● **PROBLEM TO SOLVE**: Please copy every line of the data in which the string "stream" appears.

● **RECORD SET**:
----

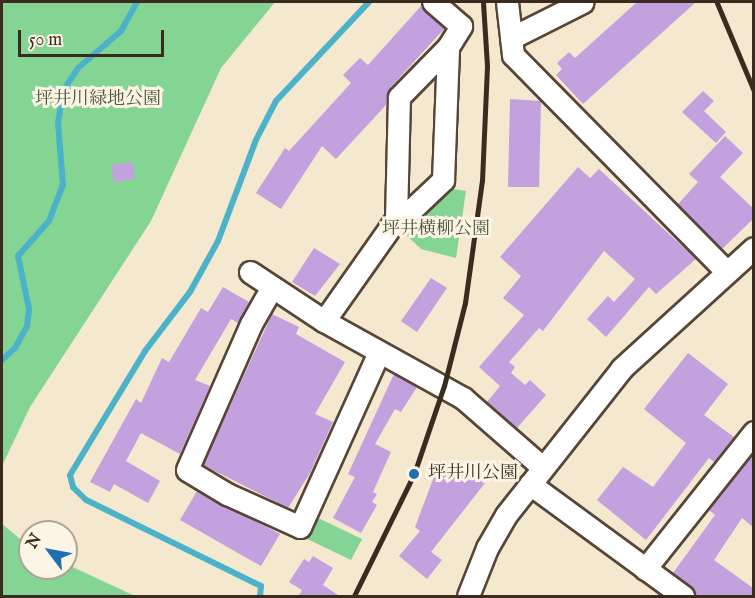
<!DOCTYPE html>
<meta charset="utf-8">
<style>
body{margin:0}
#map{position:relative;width:755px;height:598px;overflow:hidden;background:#f4e8ce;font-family:"IM FELL English","Noto Serif JP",serif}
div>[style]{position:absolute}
.green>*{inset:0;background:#84d494}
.stream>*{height:6px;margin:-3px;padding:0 3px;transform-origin:3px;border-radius:3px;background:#4cb2ca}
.building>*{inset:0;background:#c3a1de}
.roads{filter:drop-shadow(2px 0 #574638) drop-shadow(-2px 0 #574638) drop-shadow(0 2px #574638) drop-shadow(0 -2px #574638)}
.minor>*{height:21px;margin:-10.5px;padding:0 10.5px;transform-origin:10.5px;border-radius:10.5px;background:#fff}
.rail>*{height:4.5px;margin:-2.25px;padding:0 2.25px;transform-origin:2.25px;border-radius:2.25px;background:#3b2a1e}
.dots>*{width:16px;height:16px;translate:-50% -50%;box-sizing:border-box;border:3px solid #fcf5e5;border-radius:50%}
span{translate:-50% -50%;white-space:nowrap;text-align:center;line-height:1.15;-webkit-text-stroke:6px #fcf5e5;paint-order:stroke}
.park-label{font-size:18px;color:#4d543c}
.poi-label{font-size:18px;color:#3b2a1e}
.left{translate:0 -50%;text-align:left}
.frame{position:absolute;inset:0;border:3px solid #3b2a1e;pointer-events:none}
.north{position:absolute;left:18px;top:520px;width:60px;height:60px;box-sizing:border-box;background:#fcf5e5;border:2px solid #afa495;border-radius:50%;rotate:302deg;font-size:16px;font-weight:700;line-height:24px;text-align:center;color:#3b2a1e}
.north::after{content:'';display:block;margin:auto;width:21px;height:27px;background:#1f6fb2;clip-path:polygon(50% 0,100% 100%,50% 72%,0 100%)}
.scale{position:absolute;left:18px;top:30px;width:146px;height:27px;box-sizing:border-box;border:3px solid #3b2a1e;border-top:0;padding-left:8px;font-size:18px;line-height:21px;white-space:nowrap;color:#3b2a1e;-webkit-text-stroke:4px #fcf5e5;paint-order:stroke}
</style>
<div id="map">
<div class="green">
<i style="clip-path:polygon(2px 2px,275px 2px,221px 68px,151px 221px,30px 407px,2px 466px)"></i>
<i style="clip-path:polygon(447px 188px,466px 191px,456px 258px,421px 249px,402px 231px)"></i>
<i style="clip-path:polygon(316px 517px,362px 539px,351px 560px,305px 538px)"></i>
<i style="clip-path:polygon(2px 524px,30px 547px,30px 568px,66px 568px,66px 564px,135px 596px,2px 596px)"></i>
</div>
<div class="stream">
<i style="left:2px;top:360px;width:18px;rotate:-43deg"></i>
<i style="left:15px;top:348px;width:25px;rotate:-61deg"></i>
<i style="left:27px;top:326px;width:17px;rotate:-83deg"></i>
<i style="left:29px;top:309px;width:54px;rotate:-101.7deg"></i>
<i style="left:18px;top:256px;width:47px;rotate:-48.5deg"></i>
<i style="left:49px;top:221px;width:39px;rotate:-69deg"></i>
<i style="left:63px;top:185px;width:62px;rotate:-94.6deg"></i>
<i style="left:58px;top:123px;width:32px;rotate:-81deg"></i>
<i style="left:63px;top:91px;width:27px;rotate:-57deg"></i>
<i style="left:78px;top:68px;width:57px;rotate:-40.7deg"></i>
<i style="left:121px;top:31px;width:33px;rotate:-61deg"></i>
<i style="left:260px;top:596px;width:10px;rotate:-84deg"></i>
<i style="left:261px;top:586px;width:195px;rotate:-153.8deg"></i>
<i style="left:86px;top:500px;width:18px;rotate:-135deg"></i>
<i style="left:73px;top:487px;width:12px;rotate:-104deg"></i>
<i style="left:70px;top:475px;width:145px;rotate:-58.8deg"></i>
<i style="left:145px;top:351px;width:74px;rotate:-52.7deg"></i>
<i style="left:190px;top:292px;width:58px;rotate:-61.2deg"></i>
<i style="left:218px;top:241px;width:108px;rotate:-69.4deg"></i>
<i style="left:256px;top:140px;width:44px;rotate:-62.9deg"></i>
<i style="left:276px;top:101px;width:136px;rotate:-46.8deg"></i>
</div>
<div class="building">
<i style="clip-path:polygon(637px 2px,696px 2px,583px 104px,556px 75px,562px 69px,557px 63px,569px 52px,575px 58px)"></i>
<i style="clip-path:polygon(421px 6px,444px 29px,390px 88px,386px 105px,336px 159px,322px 146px,281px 209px,256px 193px,285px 148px,289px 151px,351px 83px,343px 75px,360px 58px,368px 65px)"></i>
<i style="clip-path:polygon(703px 91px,714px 101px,704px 111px,726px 132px,716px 143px,682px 112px)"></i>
<i style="clip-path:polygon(510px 99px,541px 101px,539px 187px,508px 187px)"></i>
<i style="clip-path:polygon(725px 136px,743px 153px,720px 177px,753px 208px,753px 219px,722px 249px,678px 204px,698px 182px,689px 174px)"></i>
<i style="clip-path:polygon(133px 162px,135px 179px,114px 182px,111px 165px)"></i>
<i style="clip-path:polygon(578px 167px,590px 178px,599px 169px,696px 259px,656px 294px,649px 287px,606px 337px,587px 319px,608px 296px,614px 302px,635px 279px,604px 251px,543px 331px,539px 328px,509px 362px,515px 367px,511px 373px,525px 385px,530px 380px,546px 395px,517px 428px,487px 402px,500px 386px,479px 367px,524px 315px,503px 298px,521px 276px,500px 257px)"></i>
<i style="clip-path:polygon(314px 248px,340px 264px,315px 296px,292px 282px)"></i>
<i style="clip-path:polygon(431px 278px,447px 288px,417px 332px,401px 321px)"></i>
<i style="clip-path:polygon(223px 287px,249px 302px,238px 323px,231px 319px,195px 380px,210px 386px,180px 454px,141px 433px,126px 461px,160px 481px,148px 503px,114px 484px,110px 492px,90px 482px,136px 399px,141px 403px,162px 358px,169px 362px,201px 308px,208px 312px)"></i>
<i style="clip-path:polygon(272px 314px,299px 327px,296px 334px,345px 362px,315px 414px,333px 422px,310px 473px,288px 508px,203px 465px)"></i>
<i style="clip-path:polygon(688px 353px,728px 384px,704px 415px,734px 437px,714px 462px,709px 458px,646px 540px,597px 500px,623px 467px,653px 487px,686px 443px,644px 409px)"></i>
<i style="clip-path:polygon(394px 374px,417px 387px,401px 412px,395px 409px,375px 444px,391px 452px,373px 492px,377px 494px,372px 502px,377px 505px,361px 533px,333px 518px,355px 477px,348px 474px)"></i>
<i style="clip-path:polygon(753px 453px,753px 527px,742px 518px,714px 560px,753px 588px,753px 597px,696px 597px,691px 586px,673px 573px,715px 515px,709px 510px)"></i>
<i style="clip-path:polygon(440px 461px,457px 476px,465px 467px,485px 483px,431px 552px,442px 560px,427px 579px,399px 556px,420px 531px,415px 527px)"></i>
<i style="clip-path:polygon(197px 491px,280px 534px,261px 566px,180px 520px)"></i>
<i style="clip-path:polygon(313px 556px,333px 568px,323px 585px,341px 597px,298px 597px,302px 590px,289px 582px,304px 559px,309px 562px)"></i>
</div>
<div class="roads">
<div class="minor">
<i style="left:507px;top:2px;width:53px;rotate:83.5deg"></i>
<i style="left:513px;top:55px;width:302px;rotate:45.4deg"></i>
<i style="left:511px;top:38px;width:80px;rotate:-26.6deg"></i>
<i style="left:396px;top:219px;width:12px;rotate:-24deg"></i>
<i style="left:407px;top:214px;width:50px;rotate:-43.4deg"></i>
<i style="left:443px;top:180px;width:133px;rotate:-87.8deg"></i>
<i style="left:448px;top:47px;width:25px;rotate:-58deg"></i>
<i style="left:461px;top:26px;width:37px;rotate:-139deg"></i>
<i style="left:250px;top:272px;width:89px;rotate:33.5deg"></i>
<i style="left:324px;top:321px;width:159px;rotate:29deg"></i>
<i style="left:463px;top:398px;width:105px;rotate:41.1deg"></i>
<i style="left:272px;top:287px;width:43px;rotate:119.6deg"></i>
<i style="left:251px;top:324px;width:159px;rotate:113.7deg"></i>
<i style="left:187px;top:470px;width:47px;rotate:31deg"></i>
<i style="left:227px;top:494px;width:80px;rotate:24.3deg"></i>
<i style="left:300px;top:527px;width:192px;rotate:-65.7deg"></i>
<i style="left:324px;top:321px;width:125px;rotate:-54.8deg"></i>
<i style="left:396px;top:219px;width:122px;rotate:-88.6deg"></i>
<i style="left:399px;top:97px;width:70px;rotate:-45.6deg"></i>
<i style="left:530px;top:484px;width:190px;rotate:36.2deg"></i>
<i style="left:645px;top:569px;width:175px;rotate:-51.5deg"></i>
<i style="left:468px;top:596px;width:52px;rotate:-68.4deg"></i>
<i style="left:487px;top:548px;width:38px;rotate:-60deg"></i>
<i style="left:506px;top:515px;width:187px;rotate:-51.7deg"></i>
<i style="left:622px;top:368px;width:178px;rotate:-42.3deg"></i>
</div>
</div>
<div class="rail">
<i style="left:717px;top:2px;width:95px;rotate:67.2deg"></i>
<i style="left:354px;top:596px;width:136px;rotate:-63.8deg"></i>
<i style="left:414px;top:474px;width:93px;rotate:-71.2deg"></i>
<i style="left:444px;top:386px;width:86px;rotate:-75.8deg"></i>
<i style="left:465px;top:303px;width:123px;rotate:-82.1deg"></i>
<i style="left:482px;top:181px;width:115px;rotate:-87.5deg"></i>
<i style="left:487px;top:66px;width:64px;rotate:-93.6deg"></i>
</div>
<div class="dots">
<i style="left:414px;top:474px;background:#1f6fb2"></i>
</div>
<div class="park-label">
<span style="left:98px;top:100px">坪井川緑地公園</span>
<span style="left:436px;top:230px">坪井横柳公園</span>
</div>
<div class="poi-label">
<span class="left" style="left:428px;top:474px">坪井川公園</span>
</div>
<div class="frame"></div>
<div class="north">N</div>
<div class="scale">50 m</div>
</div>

----

● **ANSWER FOR THIS EXERCISE**:
.stream>*{height:6px;margin:-3px;padding:0 3px;transform-origin:3px;border-radius:3px;background:#4cb2ca}
<div class="stream">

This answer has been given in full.